## DATA SHOWN
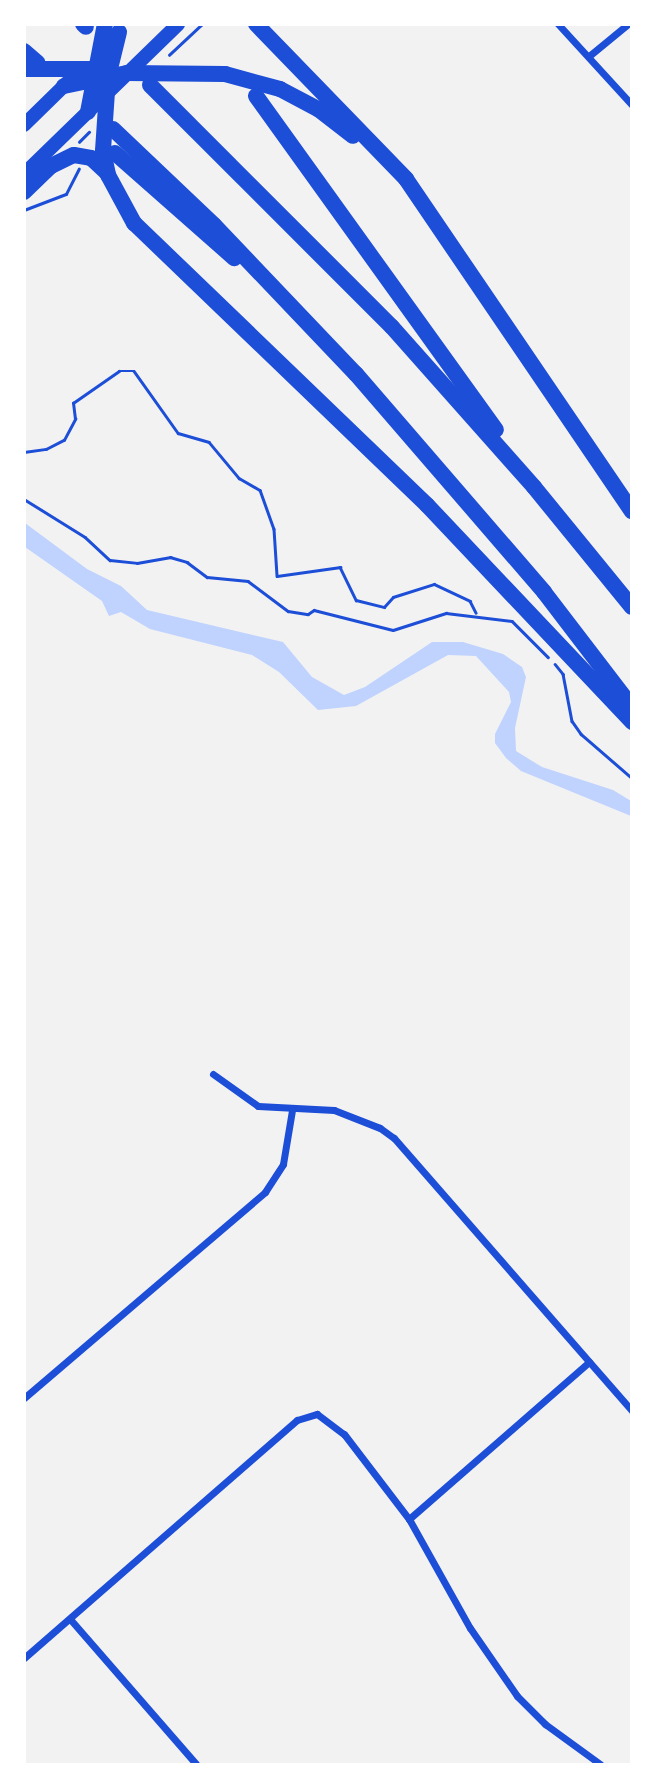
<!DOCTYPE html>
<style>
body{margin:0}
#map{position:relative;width:656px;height:1789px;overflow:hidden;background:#f2f2f2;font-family:"Fira Sans",sans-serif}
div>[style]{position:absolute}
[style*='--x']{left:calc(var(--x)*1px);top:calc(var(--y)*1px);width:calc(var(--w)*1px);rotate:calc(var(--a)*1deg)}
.water>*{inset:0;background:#bfd3fe}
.path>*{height:2.5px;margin:-1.25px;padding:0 1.25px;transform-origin:1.25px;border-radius:1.25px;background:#1d4ed8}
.minor>*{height:7px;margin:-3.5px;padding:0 3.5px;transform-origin:3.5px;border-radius:3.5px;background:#1d4ed8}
.primary>*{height:14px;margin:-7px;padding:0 7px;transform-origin:7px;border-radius:7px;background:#1d4ed8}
.motorway>*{height:16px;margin:-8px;padding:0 8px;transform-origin:8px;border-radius:8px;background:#1d4ed8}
span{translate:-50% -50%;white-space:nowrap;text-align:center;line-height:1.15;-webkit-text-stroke:5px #fff;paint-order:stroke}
.frame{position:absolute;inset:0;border:26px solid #fff;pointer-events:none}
</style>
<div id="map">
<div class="water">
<div style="clip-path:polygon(25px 523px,87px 569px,121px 586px,147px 610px,283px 642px,312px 677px,344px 695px,365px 687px,432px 642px,463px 642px,503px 654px,522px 667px,526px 677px,515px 728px,516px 751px,542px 767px,613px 790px,631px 801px,631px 816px,521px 771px,506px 758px,495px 743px,495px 734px,511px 702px,509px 692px,476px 656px,448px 655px,356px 706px,318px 710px,279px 672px,252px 655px,150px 629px,121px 612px,109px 616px,102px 601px,25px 547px)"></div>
</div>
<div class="path">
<div style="--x:169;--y:55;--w:45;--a:-43.2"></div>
<div style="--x:79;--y:142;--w:14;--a:-45"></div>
<div style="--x:24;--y:210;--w:45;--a:-20.9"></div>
<div style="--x:66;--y:194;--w:28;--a:-63"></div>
<div style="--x:24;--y:452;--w:22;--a:-8"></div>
<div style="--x:46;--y:449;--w:20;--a:-27"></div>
<div style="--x:64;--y:440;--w:24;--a:-62"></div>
<div style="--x:75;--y:419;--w:16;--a:-97"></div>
<div style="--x:73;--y:403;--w:56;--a:-34.8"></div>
<div style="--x:119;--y:371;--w:15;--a:0"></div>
<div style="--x:134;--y:371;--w:76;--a:54.6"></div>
<div style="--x:178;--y:433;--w:32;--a:16"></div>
<div style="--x:209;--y:442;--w:47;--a:50.2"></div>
<div style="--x:239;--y:478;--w:24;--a:30"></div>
<div style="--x:260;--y:490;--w:41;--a:70.3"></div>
<div style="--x:274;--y:529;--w:47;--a:86.3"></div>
<div style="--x:277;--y:576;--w:64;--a:-8.1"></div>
<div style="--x:340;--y:567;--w:37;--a:64"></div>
<div style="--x:356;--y:600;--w:29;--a:14"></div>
<div style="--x:384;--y:607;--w:13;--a:-48"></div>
<div style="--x:393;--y:597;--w:43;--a:-17.6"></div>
<div style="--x:434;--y:584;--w:40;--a:25"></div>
<div style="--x:470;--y:601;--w:13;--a:63"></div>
<div style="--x:24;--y:499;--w:72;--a:31.9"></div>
<div style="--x:85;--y:537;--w:34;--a:43"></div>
<div style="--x:110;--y:560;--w:27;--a:6"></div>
<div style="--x:137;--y:563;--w:34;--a:-10"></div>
<div style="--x:170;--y:557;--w:18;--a:16"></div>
<div style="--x:187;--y:562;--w:25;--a:37"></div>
<div style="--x:207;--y:577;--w:41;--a:5.6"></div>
<div style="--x:248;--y:581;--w:50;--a:36.9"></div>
<div style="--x:288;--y:611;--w:20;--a:9"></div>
<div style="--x:308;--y:614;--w:7;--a:-34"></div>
<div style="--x:314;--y:610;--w:81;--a:14.2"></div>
<div style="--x:393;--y:630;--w:56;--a:-17.8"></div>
<div style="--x:446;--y:613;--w:66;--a:6.9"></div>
<div style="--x:512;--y:621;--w:51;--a:45"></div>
<div style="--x:555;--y:664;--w:13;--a:51"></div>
<div style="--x:563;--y:674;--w:48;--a:79.2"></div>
<div style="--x:572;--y:721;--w:16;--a:55"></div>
<div style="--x:581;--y:734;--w:67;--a:40.8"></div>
</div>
<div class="minor">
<div style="--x:558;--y:24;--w:110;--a:47.6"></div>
<div style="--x:589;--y:56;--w:50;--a:-39.4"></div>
<div style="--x:213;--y:1074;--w:55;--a:35.4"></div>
<div style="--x:258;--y:1106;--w:76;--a:3"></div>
<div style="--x:334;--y:1110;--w:49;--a:21.4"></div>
<div style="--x:380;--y:1128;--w:17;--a:36"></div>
<div style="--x:394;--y:1138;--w:362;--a:48.9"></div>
<div style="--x:24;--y:1398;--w:317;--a:-40.5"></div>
<div style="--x:265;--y:1192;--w:33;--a:-57"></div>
<div style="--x:283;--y:1164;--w:55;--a:-80.5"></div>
<div style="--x:409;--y:1519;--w:239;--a:-41.1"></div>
<div style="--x:70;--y:1619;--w:192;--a:49"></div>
<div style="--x:24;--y:1658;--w:362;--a:-41.1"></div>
<div style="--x:297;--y:1420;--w:21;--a:-17"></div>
<div style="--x:317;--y:1414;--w:34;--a:37"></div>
<div style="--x:344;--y:1434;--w:107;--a:52.6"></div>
<div style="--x:409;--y:1519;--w:125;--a:60.8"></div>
<div style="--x:470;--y:1628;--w:83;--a:55.3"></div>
<div style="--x:517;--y:1696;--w:40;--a:45"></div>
<div style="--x:545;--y:1724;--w:68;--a:36"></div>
</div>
<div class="primary">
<div style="--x:24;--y:125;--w:64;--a:-44.4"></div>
<div style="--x:24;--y:174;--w:215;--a:-44.2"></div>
</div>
<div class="motorway">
<div style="--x:83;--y:24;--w:4;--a:45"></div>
<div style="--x:256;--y:24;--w:216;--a:45.9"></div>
<div style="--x:406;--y:179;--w:402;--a:55.8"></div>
<div style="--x:119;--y:32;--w:46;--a:103.7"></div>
<div style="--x:108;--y:77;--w:74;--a:93.9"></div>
<div style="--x:103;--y:151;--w:25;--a:78"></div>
<div style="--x:108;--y:175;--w:55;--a:61.6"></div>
<div style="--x:134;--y:223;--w:407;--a:43.9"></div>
<div style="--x:427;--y:505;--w:299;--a:46.6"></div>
<div style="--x:24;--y:51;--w:18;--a:41"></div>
<div style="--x:24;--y:69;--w:71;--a:0"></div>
<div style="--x:150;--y:85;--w:342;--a:45"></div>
<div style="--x:392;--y:327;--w:214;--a:48.4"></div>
<div style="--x:534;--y:487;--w:155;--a:50.8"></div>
<div style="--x:64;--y:86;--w:64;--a:-11.7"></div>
<div style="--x:127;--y:73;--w:98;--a:0.6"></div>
<div style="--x:225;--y:74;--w:57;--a:15.3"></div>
<div style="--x:280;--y:89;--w:43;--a:27.8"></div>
<div style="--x:318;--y:109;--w:44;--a:37.6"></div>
<div style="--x:256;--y:96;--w:411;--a:54.3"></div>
<div style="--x:88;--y:112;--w:90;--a:-79.1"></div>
<div style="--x:113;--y:129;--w:139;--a:43.5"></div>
<div style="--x:214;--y:225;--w:206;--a:46.4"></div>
<div style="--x:356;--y:374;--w:288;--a:49.2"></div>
<div style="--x:544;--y:592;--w:145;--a:52.6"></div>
<div style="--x:115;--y:153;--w:159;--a:41.4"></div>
<div style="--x:24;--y:192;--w:37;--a:-44"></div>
<div style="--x:51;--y:166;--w:25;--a:-26"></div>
<div style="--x:74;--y:155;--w:17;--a:10"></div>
<div style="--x:91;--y:158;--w:22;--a:43"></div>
</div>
<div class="frame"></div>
</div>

## WORK REQUEST
Scan the entries above for the string "width" and copy each line that contains it.

## ANSWER TO THIS EXERCISE
#map{position:relative;width:656px;height:1789px;overflow:hidden;background:#f2f2f2;font-family:"Fira Sans",sans-serif}
[style*='--x']{left:calc(var(--x)*1px);top:calc(var(--y)*1px);width:calc(var(--w)*1px);rotate:calc(var(--a)*1deg)}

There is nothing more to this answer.